The saturation solubility of irbesartan was evaluated after solubilizing the drug in plain water, with poloxamer 407 and of optimized nanosuspension for comparison. The water solubility of irbesartan was found to be 4.63 ± 0.235 μg/ml while for poloxamer 407, the solubility was 30.54 ± 0.738 μg/ml. The saturation solubility of optimized nanosuspension was found to be 609.56 ± 21.756 μg/ml. The results of the solubility studies of irbesartan are depicted in Fig. 10.

Fig. 10
figure 10

Saturation solubility studies comparison of irbesartan

Accelerated stability studies

After completion of the 6-month accelerated stability study, the formulation showed no significant difference in the mean polydispersity index, particle size, zeta potential, and in vitro drug release. The results were determined for previously mentioned parameters at specific time intervals. As it is evident from Table 6, there was no significant change in nanosuspension stability.

Table 6 Accelerated stability study evaluation data


The FTIR spectra of physical mixture of poloxamer 407 and drug revealed that there were no appreciable changes in the position of absorption band of the drug. These proved that there was no interaction between the drug and excipients. The homogenization speed and time were studied to find their effect of mean particle size. Speed was kept at 2000 rpm initially followed by an increment of 1000 rpm in follow-up batches. For each speed, batches were prepared and studied at five different times of homogenization starting with 1 h. The experiment was repeated four times with an increment of 1 h. Therefore, for each time, seven different speeds were studied and for each speed, five different times were studied. It was observed, for each time point after 6000 rpm, that there was no significant change in mean particle size as compared to previous rpm increments. The homogenization time of 2 h was selected based on the results, as the idea was to minimize the process time. In the range of 6000–8000 rpm homogenization speed and 2 h homogenization time, the mean particle size of below 1000 nm was achieved. The target was to get nanosuspension below 499 nm mean particle size. In another set of experiments, media milling was carried out. For that, homogenization results were kept aside and media milling was performed using irbesartan drug as such. With media milling, size below 1000 nm was achieved at 20 h. Media milling method alone was giving a particle size of 820 nm at 28 h at given set conditions. In the same conditions, after 2 h of homogenization, the particle size less than 820 nm was achieved within 8 h. Particle size after 18 h showed change of 5–10 nm, so it was decided to fix the milling time of 18 h after 2 h of homogenization. This was used for further optimization of formulation. The results imply that by using both the methods, the time required to get the smallest particle size was reduced drastically. Here, the mean particle size at 4 h shows a twofold difference that was threefold when the media milling time reaches 16 h and after that. It was quite evident from the results that homogenization prior to media milling was able to reduce the mean particle size and milling time both. Finally, it was concluded that after 18 h, media milling was not able to further reduce the particle size (Fig. 3).
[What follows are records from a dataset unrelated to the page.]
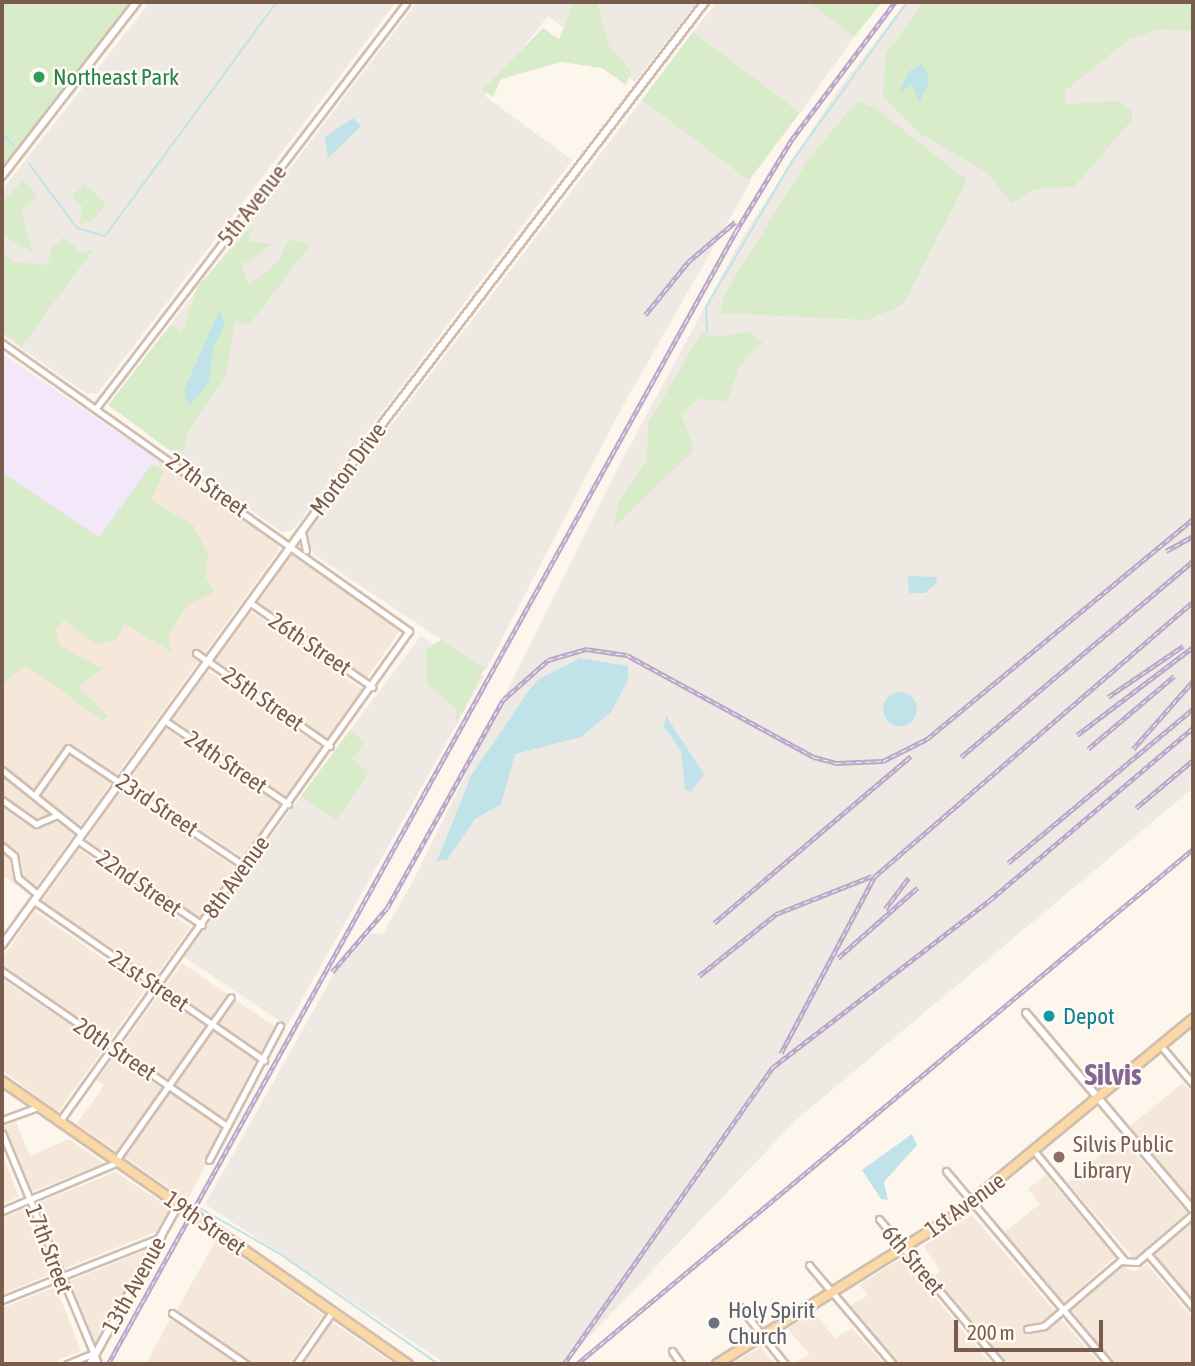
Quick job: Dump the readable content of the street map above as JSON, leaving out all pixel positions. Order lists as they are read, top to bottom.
{
  "streets": {
    "main road": ["1st Avenue", "19th Street"],
    "street": [
      "5th Avenue",
      "Morton Drive",
      "27th Street",
      "26th Street",
      "25th Street",
      "24th Street",
      "23rd Street",
      "8th Avenue",
      "22nd Street",
      "21st Street",
      "20th Street",
      "17th Street",
      "6th Street",
      "13th Avenue"
    ]
  },
  "crossings": [
    ["5th Avenue", "27th Street"],
    ["Morton Drive", "27th Street"],
    ["Morton Drive", "26th Street"],
    ["Morton Drive", "25th Street"],
    ["Morton Drive", "24th Street"],
    ["Morton Drive", "23rd Street"],
    ["Morton Drive", "22nd Street"],
    ["Morton Drive", "21st Street"],
    ["27th Street", "8th Avenue"],
    ["26th Street", "8th Avenue"],
    ["25th Street", "8th Avenue"],
    ["24th Street", "8th Avenue"],
    ["23rd Street", "8th Avenue"],
    ["23rd Street", "22nd Street"],
    ["8th Avenue", "22nd Street"],
    ["8th Avenue", "21st Street"],
    ["8th Avenue", "20th Street"],
    ["8th Avenue", "19th Street"],
    ["1st Avenue", "6th Street"],
    ["19th Street", "13th Avenue"],
    ["17th Street", "13th Avenue"]
  ],
  "districts": ["Silvis"],
  "places": [
    "Northeast Park",
    "Depot",
    "Silvis Public Library",
    "Holy Spirit Church"
  ],
  "scale_bar": "200 m"
}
The zeta potential (ZP) for all the formulations was found to be low which indicates incipient instability. This would provide only short-time stability in case of electrostatic stabilization. However, it is possible to achieve a good stability despite low zeta potential due to the adsorption of the non-ionic poloxamer 407. It is a steric stabilizer providing steric stabilization in addition to the electrostatic repulsion. The adsorption layer of steric stabilizers shifts the plane of shear in the measurement, which yields lower measured “artificial” zeta potentials. Electrostatic repulsions were actually higher than what is being reflected by zeta potential. The ZP values stayed unchanged during storage as it can be expected from the theory if no change in the composition and thickness of the stabilizer layer or to the surface charges occur [21].

In vitro release study shows increase in drug release as a decrease in poloxamer 407 concentration and increased quantity of ZrO2, so the particle size decrease results in increase in drug release. F7 with the smallest particle size, among the nine batches, shows the highest drug release. Decrease in drug release was due to the increase in polymer concentration. This increased concentration results in increased particle size which in turn affects drug release from nanosuspension. Out of all the nine batches, batch 7 had highest drug release (95.03%) in 1 h that also has the smallest particle size.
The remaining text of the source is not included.